- Sire: Skip Trial
- Grandsire: Bailjumper
- Dam: Jongleuse
- Damsire: African Sky
- Sex: Mare
- Foaled: 1989
- Country: United States
- Colour: Bay
- Breeder: Norton Waltuch
- Owner: Norton Waltuch
- Trainer: Sonny Hine
- Record: 17: 7-2-2
- Earnings: $378,739

Major wins
- Gardenia Stakes (1991) Black-Eyed Susan Stakes (1992) Davona Dale Stakes (1992) Brave Raj Stakes (1992) Convenience Stakes (1992) Somerset County Stakes (1992)

= Miss Legality =

American-bred Thoroughbred racehorse

Miss Legality (foaled in 1989 in Florida) is an American Thoroughbred racehorse. The daughter of Skip Trial is probably best remembered for posting a two length score over Known Feminist in the mile and an eighth Grade II $250,000 Black-Eyed Susan Stakes at Pimlico Race Course on May 15, 1992.

== Early racing career ==

Miss Legality broke her maiden in her second attempt and then won an allowance race at Calder Race Course in June 1992. In the late summer, she competed in the Poinsettia Stakes at Hialeah Park Race Track and placed second behind November Snow. Late in the summer, she took another second by placing in the Sorority Stakes at Monmouth Park in New Jersey. In late September, Miss Legality won the Brave Raj Stakes, also at Calder in Miami Gardens, Florida. It was open to two-year-old fillies and raced over a distance of one mile and seventy yards. During the second week of November, Miss Legality won the very last running of the Gardenia Stakes run at Garden State Park Racetrack near Cherry Hill, New Jersey. At the time, the 1-1/16 mile event was the world's richest race for two-year-old fillies. In the winter, Miss Legality was freshened for a few months. In March 1992, she won the Davona Dale Stakes at Gulfstream Park at a mile and 70 yards in 1:42 flat.
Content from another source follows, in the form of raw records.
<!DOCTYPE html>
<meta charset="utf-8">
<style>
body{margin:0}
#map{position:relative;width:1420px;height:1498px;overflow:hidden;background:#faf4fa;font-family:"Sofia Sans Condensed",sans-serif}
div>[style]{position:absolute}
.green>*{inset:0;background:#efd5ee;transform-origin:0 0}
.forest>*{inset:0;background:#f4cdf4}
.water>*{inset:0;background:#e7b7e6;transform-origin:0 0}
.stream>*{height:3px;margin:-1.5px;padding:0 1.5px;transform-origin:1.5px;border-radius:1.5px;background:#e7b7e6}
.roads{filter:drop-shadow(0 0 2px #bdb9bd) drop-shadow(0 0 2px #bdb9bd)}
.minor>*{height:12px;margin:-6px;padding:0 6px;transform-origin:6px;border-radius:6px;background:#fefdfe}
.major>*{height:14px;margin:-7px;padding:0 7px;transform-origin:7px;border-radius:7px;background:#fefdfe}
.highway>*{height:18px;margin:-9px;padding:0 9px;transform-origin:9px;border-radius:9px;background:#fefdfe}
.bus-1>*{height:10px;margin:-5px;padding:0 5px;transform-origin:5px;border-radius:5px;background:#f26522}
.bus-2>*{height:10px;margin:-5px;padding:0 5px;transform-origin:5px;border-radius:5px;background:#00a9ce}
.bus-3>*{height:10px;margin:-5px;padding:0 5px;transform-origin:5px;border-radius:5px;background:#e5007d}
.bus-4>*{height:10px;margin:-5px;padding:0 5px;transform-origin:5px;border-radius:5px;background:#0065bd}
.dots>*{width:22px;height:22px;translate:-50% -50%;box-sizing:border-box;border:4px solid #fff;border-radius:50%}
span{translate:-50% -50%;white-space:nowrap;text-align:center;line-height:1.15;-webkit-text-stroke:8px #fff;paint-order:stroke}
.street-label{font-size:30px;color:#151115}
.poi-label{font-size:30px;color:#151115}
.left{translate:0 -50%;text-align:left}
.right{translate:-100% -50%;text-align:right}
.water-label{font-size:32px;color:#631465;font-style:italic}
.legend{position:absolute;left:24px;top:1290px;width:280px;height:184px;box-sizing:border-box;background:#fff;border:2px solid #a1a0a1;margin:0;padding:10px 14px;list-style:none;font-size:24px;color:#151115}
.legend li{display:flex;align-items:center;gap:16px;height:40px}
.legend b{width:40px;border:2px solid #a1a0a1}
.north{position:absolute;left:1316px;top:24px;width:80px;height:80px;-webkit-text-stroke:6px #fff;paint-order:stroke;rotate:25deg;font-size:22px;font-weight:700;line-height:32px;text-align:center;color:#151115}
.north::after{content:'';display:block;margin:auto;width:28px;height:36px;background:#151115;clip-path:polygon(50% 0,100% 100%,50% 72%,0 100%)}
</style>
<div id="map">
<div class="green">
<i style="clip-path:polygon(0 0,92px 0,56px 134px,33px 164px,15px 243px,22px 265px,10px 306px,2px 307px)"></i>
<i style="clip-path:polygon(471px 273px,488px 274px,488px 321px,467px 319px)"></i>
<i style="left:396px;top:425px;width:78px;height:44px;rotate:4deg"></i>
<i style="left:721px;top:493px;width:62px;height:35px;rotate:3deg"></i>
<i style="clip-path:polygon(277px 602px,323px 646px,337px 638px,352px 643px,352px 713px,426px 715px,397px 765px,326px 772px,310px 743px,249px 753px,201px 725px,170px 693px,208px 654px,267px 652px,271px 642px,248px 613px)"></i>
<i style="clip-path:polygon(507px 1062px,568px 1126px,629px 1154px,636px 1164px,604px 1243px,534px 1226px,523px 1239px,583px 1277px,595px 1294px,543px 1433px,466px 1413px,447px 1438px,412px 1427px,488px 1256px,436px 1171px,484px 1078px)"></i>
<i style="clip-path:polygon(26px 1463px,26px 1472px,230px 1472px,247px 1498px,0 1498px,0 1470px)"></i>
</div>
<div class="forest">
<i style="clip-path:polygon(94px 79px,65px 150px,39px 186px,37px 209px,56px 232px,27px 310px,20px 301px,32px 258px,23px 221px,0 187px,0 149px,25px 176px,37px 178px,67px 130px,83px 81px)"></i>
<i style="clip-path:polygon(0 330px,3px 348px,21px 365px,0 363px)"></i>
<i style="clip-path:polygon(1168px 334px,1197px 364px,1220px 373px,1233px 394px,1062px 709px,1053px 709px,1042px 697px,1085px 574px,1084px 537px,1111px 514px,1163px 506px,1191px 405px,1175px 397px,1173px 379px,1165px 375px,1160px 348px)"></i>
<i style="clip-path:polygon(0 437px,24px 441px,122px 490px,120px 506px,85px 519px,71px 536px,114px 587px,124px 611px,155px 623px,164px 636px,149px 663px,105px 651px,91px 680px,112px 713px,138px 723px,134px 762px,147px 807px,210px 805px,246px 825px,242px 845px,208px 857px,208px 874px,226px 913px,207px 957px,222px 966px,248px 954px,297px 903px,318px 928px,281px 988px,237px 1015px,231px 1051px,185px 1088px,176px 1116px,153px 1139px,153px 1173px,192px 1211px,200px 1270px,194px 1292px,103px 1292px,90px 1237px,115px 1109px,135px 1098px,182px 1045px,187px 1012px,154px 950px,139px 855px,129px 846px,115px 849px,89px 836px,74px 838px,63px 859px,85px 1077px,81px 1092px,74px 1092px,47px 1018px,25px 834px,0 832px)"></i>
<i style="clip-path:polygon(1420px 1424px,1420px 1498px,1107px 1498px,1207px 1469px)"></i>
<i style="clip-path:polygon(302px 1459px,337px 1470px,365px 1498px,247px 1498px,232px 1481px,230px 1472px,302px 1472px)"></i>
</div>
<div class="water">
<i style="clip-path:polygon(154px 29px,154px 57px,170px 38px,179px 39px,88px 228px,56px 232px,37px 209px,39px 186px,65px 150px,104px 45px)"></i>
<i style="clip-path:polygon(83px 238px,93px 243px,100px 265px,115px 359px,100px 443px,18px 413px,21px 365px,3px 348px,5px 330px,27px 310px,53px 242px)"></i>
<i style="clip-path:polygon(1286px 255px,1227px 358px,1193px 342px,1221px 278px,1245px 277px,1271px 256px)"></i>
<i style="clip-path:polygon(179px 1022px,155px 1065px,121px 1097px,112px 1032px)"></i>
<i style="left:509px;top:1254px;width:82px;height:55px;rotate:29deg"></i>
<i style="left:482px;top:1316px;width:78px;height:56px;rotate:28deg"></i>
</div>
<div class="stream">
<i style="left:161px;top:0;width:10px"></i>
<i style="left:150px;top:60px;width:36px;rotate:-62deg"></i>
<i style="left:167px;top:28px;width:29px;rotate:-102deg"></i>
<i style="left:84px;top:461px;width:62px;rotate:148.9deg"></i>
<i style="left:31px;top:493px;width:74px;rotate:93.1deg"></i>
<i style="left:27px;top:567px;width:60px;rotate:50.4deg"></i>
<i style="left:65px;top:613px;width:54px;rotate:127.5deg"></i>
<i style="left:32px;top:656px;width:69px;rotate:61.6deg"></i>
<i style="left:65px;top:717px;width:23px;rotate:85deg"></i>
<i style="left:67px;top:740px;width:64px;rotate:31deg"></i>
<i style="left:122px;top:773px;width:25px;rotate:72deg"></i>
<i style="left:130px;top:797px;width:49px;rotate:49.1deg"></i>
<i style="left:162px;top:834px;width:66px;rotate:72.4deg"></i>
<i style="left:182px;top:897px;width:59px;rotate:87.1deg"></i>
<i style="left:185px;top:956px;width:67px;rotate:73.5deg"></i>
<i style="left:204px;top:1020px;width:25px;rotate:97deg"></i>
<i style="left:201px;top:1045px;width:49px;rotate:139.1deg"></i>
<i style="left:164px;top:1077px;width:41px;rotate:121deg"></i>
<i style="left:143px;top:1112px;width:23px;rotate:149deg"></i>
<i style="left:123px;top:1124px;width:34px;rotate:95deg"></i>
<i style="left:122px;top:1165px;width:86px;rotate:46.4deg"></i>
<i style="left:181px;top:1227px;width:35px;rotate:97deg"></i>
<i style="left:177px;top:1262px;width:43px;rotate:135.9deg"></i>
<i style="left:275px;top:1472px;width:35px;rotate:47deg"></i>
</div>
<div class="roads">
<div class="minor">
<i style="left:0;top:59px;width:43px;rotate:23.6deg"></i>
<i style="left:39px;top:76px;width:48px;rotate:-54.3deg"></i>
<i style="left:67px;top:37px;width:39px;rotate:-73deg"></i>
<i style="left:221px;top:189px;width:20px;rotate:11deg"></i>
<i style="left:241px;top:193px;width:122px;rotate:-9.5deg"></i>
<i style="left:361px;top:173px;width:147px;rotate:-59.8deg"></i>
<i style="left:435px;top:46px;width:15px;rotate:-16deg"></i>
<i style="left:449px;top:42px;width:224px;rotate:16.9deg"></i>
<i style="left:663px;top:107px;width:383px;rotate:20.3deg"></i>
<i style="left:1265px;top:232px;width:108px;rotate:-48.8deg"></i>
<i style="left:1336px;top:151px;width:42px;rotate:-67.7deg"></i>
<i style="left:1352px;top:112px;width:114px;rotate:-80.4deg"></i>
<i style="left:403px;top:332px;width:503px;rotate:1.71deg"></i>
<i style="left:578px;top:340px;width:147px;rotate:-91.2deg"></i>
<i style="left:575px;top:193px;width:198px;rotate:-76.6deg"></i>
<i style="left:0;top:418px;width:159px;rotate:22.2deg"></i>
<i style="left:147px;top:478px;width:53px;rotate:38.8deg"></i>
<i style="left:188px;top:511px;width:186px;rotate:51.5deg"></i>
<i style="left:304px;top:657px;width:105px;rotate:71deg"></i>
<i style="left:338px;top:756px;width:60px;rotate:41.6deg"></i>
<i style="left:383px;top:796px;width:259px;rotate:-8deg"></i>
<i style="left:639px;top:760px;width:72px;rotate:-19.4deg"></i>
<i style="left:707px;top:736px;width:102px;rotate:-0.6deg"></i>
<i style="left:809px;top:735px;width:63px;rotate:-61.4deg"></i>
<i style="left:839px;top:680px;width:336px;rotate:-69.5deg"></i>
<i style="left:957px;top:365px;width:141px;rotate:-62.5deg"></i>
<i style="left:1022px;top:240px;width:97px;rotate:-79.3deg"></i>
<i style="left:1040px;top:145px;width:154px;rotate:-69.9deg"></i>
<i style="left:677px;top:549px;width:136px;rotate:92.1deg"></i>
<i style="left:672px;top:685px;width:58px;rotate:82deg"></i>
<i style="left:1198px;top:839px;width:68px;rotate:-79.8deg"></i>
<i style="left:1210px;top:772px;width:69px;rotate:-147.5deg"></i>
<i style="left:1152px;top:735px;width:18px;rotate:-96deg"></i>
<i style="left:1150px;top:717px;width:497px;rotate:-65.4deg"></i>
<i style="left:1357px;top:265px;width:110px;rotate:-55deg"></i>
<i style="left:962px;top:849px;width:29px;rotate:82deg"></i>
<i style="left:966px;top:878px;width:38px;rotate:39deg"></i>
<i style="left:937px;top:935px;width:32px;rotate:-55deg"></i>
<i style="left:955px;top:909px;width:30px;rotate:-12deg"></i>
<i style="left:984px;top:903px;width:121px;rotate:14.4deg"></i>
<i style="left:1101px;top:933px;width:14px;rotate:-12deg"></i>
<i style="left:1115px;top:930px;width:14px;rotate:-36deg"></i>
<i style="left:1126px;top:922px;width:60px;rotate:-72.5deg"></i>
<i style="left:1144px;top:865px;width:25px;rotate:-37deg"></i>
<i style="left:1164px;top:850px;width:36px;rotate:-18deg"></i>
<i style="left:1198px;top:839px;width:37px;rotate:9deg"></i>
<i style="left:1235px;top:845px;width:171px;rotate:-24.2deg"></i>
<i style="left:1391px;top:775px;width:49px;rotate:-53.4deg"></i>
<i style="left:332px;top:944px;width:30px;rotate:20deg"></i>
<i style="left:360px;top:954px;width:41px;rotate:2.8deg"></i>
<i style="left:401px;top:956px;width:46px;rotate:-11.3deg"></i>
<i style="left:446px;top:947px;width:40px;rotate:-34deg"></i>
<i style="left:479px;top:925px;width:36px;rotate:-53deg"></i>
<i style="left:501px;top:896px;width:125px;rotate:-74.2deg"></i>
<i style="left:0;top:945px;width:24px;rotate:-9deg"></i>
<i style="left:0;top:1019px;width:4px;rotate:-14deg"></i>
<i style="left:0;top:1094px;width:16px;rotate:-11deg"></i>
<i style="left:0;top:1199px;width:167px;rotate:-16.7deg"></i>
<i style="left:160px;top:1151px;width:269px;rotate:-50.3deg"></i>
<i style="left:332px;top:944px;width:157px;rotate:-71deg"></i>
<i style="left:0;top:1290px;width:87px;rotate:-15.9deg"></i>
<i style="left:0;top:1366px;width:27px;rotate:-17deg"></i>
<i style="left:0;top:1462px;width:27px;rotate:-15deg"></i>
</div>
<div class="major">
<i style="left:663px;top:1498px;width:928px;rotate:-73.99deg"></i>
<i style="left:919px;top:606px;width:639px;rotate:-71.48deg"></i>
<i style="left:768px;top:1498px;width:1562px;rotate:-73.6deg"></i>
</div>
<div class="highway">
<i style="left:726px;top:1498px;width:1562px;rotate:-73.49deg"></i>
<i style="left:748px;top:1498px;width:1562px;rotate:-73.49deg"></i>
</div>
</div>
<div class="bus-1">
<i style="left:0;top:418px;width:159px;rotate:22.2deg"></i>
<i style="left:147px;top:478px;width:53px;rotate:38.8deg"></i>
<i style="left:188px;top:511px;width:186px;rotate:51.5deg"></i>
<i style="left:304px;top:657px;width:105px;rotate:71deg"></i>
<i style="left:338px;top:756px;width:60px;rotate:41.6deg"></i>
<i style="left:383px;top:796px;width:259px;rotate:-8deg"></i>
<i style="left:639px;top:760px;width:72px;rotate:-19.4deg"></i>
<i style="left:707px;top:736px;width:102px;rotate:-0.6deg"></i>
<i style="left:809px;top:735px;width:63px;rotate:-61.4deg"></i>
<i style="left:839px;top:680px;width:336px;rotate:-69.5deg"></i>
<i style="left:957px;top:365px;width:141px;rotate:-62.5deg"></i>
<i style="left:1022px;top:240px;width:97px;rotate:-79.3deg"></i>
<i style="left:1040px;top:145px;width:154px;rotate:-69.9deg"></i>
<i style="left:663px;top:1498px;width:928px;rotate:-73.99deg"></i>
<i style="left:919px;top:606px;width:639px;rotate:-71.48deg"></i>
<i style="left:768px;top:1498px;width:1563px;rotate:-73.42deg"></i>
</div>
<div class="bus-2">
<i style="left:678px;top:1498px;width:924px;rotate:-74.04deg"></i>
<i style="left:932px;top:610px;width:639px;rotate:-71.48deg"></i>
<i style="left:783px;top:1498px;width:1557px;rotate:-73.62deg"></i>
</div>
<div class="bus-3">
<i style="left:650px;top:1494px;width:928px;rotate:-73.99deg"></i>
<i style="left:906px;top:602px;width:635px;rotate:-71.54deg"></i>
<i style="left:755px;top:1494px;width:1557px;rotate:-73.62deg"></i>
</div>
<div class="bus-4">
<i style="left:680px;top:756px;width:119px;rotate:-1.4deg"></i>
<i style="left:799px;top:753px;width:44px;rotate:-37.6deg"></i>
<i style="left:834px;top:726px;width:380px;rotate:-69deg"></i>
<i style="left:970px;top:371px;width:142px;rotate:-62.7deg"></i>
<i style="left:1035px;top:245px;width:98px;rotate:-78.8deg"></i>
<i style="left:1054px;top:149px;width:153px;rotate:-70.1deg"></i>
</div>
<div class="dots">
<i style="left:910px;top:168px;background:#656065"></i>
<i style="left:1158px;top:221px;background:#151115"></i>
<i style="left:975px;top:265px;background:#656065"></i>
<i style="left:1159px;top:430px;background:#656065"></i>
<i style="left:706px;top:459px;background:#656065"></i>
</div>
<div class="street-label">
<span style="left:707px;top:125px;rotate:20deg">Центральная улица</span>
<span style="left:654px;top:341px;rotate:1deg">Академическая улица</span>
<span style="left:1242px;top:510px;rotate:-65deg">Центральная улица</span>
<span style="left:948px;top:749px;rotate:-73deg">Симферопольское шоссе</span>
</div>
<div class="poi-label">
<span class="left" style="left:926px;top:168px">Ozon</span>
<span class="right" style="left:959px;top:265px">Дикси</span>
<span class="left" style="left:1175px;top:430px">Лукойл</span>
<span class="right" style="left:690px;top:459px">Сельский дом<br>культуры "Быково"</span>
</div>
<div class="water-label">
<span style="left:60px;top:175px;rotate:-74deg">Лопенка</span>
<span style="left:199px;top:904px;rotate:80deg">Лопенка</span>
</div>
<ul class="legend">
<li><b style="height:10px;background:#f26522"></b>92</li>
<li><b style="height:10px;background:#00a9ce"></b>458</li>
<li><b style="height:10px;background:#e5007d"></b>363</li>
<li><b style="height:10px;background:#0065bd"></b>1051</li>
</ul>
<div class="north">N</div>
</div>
== Black-Eyed Susan Stakes ==

In the late spring of 1992, owner Norton Waltuch and trainer Sonny Hine decided to run Miss Legality in the de facto second jewel of the filly Triple Crown, the Grade II $250,000 Black-Eyed Susan Stakes in May. In the race, Miss Legality broke well and overtook the leaders going into the clubhouse turn. She beat a strong field of eight stakes winners, including runner-up Known Feminist, by 1-1/2 lengths in the 68th running of the Black-Eyed Susan Stakes in Baltimore, Maryland. Miss Legality, ridden by jockey Chris McCarron, covered 1 1/8 miles in the rain in one minute and 51.11 seconds. Diamond Duo was two lengths further back in third.

== Later racing career ==

After the Black-Eyed Susan, Miss Legality was shipped to the Jersey shore to race in the Post-Deb Stakes (now called the Reeve Schley, Jr. Stakes) in July at Monmouth Park. In the Post-Deb, Diamond Duo turned the tables and won the race, with Miss Legality finishing third. She finished her sophomore season with wins in the Convenience Stakes and Somerset County Stakes.